Exercise description – Repeat each entry in full, exactly.
==== Material for this task
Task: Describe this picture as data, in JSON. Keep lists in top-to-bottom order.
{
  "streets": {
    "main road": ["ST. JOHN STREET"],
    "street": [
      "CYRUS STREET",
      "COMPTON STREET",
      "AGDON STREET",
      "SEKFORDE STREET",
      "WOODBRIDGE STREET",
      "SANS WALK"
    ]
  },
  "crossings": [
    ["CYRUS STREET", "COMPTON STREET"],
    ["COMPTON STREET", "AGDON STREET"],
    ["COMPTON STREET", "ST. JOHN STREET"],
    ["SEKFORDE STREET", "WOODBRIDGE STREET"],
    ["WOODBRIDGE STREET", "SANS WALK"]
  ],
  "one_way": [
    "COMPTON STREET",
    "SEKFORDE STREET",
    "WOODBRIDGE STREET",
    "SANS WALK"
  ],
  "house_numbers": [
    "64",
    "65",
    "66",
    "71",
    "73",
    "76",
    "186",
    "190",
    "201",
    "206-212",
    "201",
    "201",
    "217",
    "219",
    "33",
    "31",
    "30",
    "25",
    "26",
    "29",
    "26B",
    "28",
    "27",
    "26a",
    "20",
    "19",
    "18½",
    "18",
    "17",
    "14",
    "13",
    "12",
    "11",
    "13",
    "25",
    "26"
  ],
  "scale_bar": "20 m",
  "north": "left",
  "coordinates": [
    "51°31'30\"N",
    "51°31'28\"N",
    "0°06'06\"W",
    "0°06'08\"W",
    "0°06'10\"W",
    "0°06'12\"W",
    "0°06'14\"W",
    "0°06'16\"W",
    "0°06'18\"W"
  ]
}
========
Output of the exercise –
Task: Describe this picture as data, in JSON. Keep lists in top-to-bottom order.
{
  "streets": {
    "main road": ["ST. JOHN STREET"],
    "street": [
      "CYRUS STREET",
      "COMPTON STREET",
      "AGDON STREET",
      "SEKFORDE STREET",
      "WOODBRIDGE STREET",
      "SANS WALK"
    ]
  },
  "crossings": [
    ["CYRUS STREET", "COMPTON STREET"],
    ["COMPTON STREET", "AGDON STREET"],
    ["COMPTON STREET", "ST. JOHN STREET"],
    ["SEKFORDE STREET", "WOODBRIDGE STREET"],
    ["WOODBRIDGE STREET", "SANS WALK"]
  ],
  "one_way": [
    "COMPTON STREET",
    "SEKFORDE STREET",
    "WOODBRIDGE STREET",
    "SANS WALK"
  ],
  "house_numbers": [
    "64",
    "65",
    "66",
    "71",
    "73",
    "76",
    "186",
    "190",
    "201",
    "206-212",
    "201",
    "201",
    "217",
    "219",
    "33",
    "31",
    "30",
    "25",
    "26",
    "29",
    "26B",
    "28",
    "27",
    "26a",
    "20",
    "19",
    "18½",
    "18",
    "17",
    "14",
    "13",
    "12",
    "11",
    "13",
    "25",
    "26"
  ],
  "scale_bar": "20 m",
  "north": "left",
  "coordinates": [
    "51°31'30\"N",
    "51°31'28\"N",
    "0°06'06\"W",
    "0°06'08\"W",
    "0°06'10\"W",
    "0°06'12\"W",
    "0°06'14\"W",
    "0°06'16\"W",
    "0°06'18\"W"
  ]
}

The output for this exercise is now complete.